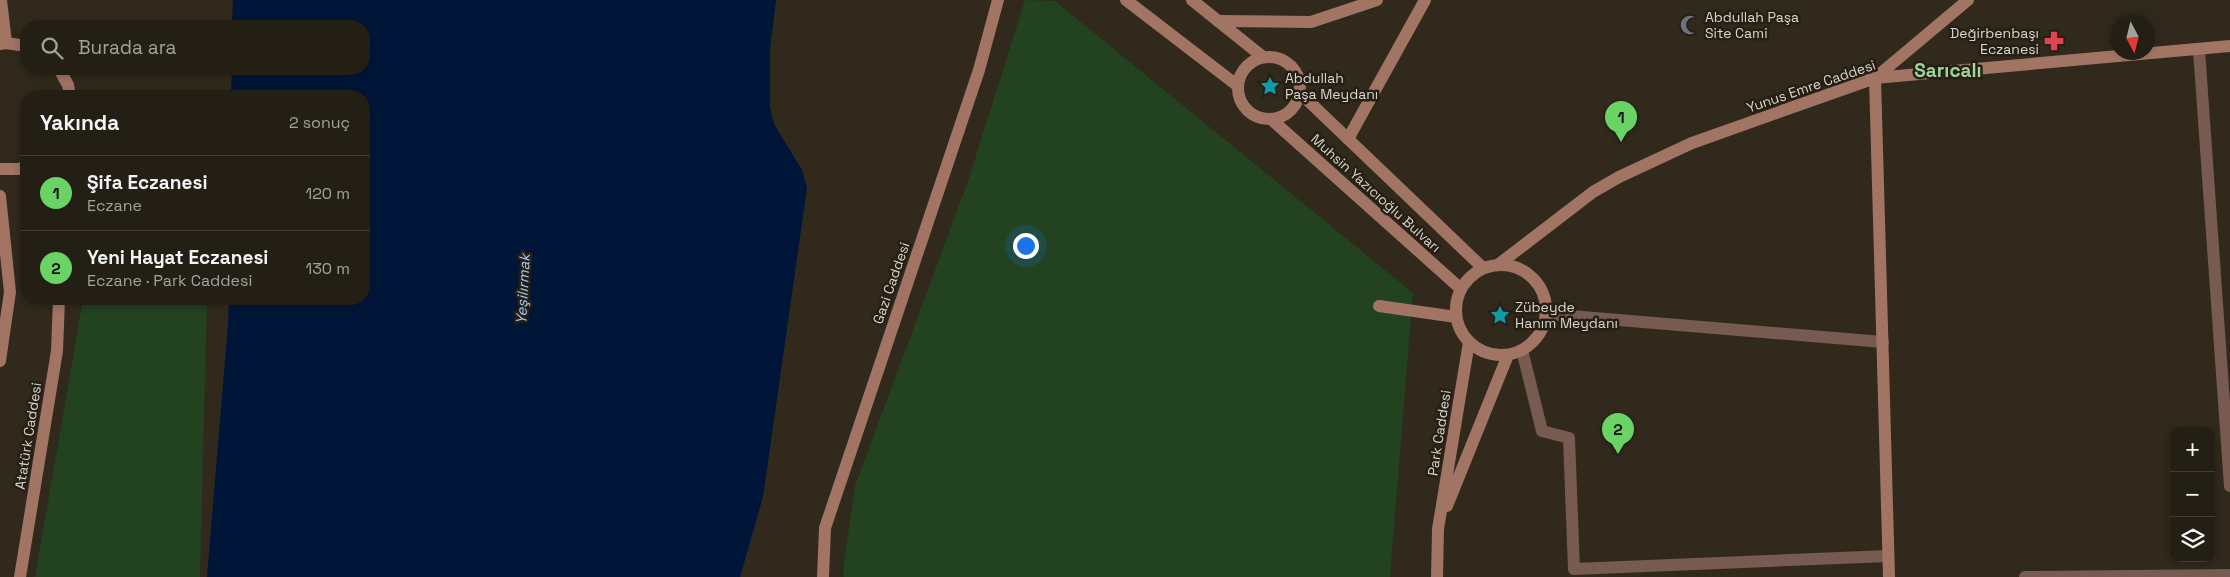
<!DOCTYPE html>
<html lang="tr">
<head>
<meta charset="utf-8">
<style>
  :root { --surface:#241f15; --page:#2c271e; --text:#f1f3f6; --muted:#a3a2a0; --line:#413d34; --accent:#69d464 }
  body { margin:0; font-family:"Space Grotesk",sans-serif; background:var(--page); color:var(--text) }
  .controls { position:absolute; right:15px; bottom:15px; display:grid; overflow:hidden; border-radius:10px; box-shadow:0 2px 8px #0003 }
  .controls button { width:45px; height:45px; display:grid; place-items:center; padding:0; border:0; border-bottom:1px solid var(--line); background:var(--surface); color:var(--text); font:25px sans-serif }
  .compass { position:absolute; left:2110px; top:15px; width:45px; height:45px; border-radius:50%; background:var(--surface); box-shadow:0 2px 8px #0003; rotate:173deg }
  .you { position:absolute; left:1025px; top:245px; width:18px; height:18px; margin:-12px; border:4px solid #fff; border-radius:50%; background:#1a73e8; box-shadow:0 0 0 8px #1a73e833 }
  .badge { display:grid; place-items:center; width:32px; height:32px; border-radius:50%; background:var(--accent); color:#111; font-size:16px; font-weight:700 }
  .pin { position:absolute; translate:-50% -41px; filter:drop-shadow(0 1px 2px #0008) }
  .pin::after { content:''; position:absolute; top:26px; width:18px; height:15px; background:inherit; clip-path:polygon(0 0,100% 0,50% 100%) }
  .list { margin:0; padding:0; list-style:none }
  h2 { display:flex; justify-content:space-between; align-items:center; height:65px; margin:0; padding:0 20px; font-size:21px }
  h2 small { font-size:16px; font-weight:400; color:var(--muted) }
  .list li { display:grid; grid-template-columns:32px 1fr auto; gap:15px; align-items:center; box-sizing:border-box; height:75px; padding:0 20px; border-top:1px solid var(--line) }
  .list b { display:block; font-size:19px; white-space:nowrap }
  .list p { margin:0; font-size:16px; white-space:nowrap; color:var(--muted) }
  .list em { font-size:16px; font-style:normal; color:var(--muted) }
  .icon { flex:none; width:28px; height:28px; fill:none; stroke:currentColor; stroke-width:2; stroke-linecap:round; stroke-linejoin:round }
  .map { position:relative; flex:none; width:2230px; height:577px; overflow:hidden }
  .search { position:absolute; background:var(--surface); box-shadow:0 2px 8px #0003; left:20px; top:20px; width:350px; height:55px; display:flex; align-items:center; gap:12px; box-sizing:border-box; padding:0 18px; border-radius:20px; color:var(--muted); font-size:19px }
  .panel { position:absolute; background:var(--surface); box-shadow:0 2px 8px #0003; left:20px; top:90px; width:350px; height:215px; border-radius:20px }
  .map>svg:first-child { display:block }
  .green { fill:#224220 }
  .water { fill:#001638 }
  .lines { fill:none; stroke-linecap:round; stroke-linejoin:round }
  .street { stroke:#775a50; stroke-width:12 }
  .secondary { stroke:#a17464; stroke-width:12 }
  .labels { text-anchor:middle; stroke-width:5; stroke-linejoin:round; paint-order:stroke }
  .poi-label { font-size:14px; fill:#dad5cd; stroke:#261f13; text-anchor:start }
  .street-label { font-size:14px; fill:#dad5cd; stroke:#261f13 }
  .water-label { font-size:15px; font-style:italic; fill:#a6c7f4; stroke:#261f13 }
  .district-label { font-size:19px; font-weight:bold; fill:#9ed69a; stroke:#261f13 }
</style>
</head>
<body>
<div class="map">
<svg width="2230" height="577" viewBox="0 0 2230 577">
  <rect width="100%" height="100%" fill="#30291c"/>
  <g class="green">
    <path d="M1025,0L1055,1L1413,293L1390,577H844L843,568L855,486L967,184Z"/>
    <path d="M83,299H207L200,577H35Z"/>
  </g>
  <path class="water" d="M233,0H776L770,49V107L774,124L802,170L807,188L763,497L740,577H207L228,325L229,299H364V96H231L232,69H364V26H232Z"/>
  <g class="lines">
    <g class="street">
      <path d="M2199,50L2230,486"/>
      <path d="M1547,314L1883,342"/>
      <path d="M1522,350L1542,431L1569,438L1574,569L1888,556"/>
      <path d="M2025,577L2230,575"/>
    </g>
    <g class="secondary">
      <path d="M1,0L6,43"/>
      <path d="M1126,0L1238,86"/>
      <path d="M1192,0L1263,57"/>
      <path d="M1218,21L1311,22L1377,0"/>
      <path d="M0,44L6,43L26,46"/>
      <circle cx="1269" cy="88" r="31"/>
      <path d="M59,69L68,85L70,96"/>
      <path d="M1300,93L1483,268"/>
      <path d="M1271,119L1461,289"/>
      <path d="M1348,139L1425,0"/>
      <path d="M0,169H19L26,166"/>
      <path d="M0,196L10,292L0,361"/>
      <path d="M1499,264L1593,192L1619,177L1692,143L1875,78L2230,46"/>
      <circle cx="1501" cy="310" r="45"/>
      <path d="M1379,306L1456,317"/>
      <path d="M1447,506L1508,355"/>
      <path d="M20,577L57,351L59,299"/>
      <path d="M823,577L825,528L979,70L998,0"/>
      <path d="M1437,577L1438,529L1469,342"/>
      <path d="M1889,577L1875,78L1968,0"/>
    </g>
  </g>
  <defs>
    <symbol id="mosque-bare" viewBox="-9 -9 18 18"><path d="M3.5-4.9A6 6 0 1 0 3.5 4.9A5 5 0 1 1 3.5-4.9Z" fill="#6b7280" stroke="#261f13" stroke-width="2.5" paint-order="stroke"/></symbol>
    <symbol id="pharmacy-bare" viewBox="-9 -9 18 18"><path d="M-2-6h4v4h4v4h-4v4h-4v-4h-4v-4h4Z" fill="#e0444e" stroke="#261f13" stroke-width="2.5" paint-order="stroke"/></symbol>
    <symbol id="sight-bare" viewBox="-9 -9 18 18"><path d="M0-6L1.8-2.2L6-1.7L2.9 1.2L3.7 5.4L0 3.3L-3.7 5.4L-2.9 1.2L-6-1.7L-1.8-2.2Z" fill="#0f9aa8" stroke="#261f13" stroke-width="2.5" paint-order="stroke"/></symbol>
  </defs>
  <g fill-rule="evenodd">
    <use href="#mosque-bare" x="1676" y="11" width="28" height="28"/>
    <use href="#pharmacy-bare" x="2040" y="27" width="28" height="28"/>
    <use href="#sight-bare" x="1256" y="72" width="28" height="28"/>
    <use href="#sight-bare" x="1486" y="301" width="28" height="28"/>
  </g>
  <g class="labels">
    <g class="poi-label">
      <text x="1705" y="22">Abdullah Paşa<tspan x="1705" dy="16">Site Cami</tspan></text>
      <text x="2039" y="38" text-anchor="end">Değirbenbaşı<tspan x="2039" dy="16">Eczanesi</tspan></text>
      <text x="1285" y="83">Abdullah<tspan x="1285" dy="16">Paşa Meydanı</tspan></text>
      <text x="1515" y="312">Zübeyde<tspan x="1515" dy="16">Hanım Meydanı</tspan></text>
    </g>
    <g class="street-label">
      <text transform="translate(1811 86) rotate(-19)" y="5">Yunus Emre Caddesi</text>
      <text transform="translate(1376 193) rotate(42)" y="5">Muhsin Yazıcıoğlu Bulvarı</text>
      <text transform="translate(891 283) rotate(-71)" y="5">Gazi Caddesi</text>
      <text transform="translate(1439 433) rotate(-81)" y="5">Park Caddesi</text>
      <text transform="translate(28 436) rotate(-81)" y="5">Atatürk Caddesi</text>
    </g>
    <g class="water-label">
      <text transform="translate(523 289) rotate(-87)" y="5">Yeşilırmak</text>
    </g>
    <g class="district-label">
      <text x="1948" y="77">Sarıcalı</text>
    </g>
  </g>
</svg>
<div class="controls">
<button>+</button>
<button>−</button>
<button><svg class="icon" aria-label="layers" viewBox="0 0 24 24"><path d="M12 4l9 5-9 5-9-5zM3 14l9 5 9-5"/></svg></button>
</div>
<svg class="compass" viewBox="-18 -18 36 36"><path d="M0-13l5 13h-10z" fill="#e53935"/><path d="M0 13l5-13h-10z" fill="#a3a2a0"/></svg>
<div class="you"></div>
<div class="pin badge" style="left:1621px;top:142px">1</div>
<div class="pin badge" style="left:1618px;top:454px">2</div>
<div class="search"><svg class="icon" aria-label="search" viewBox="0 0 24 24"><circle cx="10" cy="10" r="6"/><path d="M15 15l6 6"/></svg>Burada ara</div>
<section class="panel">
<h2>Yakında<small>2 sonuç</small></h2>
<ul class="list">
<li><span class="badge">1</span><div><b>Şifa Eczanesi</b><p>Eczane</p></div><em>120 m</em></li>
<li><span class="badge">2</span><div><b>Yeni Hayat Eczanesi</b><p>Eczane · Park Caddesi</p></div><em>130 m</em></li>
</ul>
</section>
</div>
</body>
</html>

· · ·

→ Work required: Show all lines above holding "white".

→ Answer section:
  .list b { display:block; font-size:19px; white-space:nowrap }
  .list p { margin:0; font-size:16px; white-space:nowrap; color:var(--muted) }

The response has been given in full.